== Task description ==
Nothing but the lines from the start of the records below through the line that has "position:absolute; left:2401px; top:40px;" should appear, each exactly as given.

---

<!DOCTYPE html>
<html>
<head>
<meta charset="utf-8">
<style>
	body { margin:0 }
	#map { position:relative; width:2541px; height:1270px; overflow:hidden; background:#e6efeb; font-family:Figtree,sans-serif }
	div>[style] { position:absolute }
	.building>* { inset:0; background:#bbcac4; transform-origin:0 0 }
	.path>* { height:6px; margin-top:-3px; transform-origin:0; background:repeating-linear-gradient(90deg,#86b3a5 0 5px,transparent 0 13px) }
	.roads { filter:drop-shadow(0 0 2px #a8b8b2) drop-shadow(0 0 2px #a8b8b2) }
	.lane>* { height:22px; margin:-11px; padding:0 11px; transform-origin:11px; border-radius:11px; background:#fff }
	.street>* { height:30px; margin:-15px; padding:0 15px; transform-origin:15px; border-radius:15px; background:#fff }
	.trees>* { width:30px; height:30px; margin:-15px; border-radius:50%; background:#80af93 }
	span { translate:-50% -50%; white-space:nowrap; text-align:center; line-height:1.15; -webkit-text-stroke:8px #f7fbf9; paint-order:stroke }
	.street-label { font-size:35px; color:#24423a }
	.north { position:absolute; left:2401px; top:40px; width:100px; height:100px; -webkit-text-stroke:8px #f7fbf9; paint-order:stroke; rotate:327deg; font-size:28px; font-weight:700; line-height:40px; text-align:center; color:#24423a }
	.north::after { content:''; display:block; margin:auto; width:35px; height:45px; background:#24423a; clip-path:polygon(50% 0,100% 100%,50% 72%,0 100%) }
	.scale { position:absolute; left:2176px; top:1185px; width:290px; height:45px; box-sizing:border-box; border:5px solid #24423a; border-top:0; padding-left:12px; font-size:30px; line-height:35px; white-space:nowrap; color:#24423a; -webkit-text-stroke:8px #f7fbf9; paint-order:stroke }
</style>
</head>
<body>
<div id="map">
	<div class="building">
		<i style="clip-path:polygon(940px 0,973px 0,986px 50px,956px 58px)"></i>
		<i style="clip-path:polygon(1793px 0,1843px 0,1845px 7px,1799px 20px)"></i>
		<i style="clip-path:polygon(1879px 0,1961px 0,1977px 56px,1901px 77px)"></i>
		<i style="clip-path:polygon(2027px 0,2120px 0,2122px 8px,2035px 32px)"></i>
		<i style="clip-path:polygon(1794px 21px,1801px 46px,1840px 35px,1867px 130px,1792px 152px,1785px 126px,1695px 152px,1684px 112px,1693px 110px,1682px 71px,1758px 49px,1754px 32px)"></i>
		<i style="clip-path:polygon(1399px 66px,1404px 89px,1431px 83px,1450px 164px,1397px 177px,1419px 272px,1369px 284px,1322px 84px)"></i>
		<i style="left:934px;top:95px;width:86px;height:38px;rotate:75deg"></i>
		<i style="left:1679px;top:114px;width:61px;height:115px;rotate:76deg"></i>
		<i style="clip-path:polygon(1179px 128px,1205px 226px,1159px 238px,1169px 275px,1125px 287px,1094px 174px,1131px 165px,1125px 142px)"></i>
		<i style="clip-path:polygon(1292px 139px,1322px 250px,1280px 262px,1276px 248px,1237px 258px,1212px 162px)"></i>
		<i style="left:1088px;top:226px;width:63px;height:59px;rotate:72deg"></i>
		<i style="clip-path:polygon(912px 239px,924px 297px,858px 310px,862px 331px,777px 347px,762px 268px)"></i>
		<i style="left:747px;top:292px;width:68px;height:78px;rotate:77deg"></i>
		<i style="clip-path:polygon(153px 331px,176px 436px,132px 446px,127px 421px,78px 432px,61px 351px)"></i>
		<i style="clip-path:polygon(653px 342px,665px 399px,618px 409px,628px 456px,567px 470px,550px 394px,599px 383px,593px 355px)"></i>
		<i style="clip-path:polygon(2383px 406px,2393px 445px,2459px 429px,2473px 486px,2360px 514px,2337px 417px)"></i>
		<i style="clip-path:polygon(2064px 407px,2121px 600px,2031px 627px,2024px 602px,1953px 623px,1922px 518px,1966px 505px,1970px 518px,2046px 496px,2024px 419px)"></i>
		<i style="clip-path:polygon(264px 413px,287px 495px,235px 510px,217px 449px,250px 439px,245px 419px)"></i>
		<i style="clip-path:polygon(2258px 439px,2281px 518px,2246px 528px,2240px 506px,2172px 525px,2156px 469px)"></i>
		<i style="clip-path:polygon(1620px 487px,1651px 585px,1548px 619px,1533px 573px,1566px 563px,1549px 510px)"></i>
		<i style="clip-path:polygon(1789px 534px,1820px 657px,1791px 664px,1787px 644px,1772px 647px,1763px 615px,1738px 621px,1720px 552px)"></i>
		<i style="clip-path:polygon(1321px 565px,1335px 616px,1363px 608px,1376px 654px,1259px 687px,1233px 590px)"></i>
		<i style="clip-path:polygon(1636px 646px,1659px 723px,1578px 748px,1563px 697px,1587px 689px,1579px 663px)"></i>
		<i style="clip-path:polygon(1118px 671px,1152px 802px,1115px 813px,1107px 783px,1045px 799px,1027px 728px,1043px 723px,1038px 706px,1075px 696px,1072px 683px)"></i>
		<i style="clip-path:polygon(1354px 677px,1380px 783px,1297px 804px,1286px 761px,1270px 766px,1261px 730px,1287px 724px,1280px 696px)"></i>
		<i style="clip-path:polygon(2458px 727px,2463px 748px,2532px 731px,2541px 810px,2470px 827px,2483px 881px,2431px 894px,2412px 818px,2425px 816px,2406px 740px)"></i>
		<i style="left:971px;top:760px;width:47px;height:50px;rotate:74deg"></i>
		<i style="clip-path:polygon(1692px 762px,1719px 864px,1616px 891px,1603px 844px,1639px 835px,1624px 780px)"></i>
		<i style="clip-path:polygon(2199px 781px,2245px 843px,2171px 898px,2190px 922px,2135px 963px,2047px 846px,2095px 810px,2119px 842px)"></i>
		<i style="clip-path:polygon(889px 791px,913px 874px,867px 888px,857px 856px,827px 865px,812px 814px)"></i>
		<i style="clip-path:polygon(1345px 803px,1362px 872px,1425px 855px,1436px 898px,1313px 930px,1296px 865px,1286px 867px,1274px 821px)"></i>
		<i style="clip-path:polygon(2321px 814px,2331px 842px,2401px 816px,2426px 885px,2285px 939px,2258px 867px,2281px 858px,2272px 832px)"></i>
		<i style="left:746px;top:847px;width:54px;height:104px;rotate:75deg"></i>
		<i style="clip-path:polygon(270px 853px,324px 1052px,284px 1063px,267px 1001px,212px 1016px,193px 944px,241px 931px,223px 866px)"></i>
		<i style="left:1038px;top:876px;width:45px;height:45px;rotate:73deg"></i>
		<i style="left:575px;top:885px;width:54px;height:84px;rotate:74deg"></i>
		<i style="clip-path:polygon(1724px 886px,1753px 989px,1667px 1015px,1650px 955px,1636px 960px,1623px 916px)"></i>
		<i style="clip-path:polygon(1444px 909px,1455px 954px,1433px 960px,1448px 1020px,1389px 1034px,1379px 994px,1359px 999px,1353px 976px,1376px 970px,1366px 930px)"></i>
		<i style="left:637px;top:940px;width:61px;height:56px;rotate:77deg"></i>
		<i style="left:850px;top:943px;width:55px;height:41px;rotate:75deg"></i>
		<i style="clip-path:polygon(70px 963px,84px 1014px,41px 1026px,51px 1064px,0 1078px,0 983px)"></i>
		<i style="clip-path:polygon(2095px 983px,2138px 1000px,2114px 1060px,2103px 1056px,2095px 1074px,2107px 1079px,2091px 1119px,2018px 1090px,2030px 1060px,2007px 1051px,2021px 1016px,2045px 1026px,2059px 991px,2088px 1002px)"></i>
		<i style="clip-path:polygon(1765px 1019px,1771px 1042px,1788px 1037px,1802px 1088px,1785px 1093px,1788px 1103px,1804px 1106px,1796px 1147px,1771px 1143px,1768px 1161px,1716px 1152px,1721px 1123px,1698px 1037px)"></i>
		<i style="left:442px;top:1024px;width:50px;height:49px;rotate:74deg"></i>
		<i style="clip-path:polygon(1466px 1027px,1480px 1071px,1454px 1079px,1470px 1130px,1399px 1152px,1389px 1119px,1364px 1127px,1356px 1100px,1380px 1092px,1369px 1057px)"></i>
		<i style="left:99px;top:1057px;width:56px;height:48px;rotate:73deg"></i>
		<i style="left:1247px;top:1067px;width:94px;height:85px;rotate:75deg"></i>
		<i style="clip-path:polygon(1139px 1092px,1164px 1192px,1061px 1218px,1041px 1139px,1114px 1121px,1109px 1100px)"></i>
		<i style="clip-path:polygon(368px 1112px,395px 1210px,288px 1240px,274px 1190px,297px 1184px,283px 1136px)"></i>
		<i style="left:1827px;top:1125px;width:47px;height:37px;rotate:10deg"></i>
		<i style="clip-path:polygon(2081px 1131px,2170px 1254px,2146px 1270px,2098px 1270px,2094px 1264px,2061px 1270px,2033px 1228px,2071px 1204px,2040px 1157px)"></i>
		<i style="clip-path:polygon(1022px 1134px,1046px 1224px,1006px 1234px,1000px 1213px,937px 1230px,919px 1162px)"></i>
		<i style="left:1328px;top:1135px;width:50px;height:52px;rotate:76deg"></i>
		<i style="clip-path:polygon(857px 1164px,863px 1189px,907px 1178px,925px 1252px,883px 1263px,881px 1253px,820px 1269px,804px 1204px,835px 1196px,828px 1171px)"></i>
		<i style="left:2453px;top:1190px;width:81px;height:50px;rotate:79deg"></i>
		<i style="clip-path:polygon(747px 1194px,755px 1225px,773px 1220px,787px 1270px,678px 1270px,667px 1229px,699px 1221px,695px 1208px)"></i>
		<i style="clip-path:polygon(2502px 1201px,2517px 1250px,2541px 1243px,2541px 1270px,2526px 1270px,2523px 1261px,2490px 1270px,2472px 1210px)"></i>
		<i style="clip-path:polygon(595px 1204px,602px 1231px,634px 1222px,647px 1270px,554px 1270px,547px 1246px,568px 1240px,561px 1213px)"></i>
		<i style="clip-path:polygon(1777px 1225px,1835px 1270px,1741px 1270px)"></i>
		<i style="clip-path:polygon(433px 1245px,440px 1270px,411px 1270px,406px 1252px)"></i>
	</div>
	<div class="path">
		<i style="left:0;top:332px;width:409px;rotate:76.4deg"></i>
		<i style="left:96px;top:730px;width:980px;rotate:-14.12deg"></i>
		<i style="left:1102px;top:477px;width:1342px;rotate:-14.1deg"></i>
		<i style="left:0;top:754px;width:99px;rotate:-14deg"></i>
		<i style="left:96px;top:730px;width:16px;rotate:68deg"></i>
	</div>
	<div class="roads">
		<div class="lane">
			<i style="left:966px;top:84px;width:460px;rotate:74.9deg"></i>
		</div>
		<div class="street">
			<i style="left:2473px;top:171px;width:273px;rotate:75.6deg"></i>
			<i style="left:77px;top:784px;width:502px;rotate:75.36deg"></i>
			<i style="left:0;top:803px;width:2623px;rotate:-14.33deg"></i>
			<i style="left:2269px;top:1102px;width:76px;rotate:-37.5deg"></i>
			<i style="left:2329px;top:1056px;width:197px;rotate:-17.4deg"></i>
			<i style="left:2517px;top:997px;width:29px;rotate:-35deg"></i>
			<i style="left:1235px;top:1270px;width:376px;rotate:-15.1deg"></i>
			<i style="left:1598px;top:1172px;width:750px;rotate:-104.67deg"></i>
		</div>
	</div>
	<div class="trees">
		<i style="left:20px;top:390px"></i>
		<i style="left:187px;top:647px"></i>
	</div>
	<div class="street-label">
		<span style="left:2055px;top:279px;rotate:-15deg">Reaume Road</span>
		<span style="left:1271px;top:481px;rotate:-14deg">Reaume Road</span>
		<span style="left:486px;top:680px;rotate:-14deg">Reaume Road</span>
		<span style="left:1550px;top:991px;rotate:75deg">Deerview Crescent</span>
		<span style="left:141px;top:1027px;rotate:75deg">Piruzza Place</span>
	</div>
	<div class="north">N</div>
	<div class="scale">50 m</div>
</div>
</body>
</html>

---

== Exercise output ==
<!DOCTYPE html>
<html>
<head>
<meta charset="utf-8">
<style>
	body { margin:0 }
	#map { position:relative; width:2541px; height:1270px; overflow:hidden; background:#e6efeb; font-family:Figtree,sans-serif }
	div>[style] { position:absolute }
	.building>* { inset:0; background:#bbcac4; transform-origin:0 0 }
	.path>* { height:6px; margin-top:-3px; transform-origin:0; background:repeating-linear-gradient(90deg,#86b3a5 0 5px,transparent 0 13px) }
	.roads { filter:drop-shadow(0 0 2px #a8b8b2) drop-shadow(0 0 2px #a8b8b2) }
	.lane>* { height:22px; margin:-11px; padding:0 11px; transform-origin:11px; border-radius:11px; background:#fff }
	.street>* { height:30px; margin:-15px; padding:0 15px; transform-origin:15px; border-radius:15px; background:#fff }
	.trees>* { width:30px; height:30px; margin:-15px; border-radius:50%; background:#80af93 }
	span { translate:-50% -50%; white-space:nowrap; text-align:center; line-height:1.15; -webkit-text-stroke:8px #f7fbf9; paint-order:stroke }
	.street-label { font-size:35px; color:#24423a }
	.north { position:absolute; left:2401px; top:40px; width:100px; height:100px; -webkit-text-stroke:8px #f7fbf9; paint-order:stroke; rotate:327deg; font-size:28px; font-weight:700; line-height:40px; text-align:center; color:#24423a }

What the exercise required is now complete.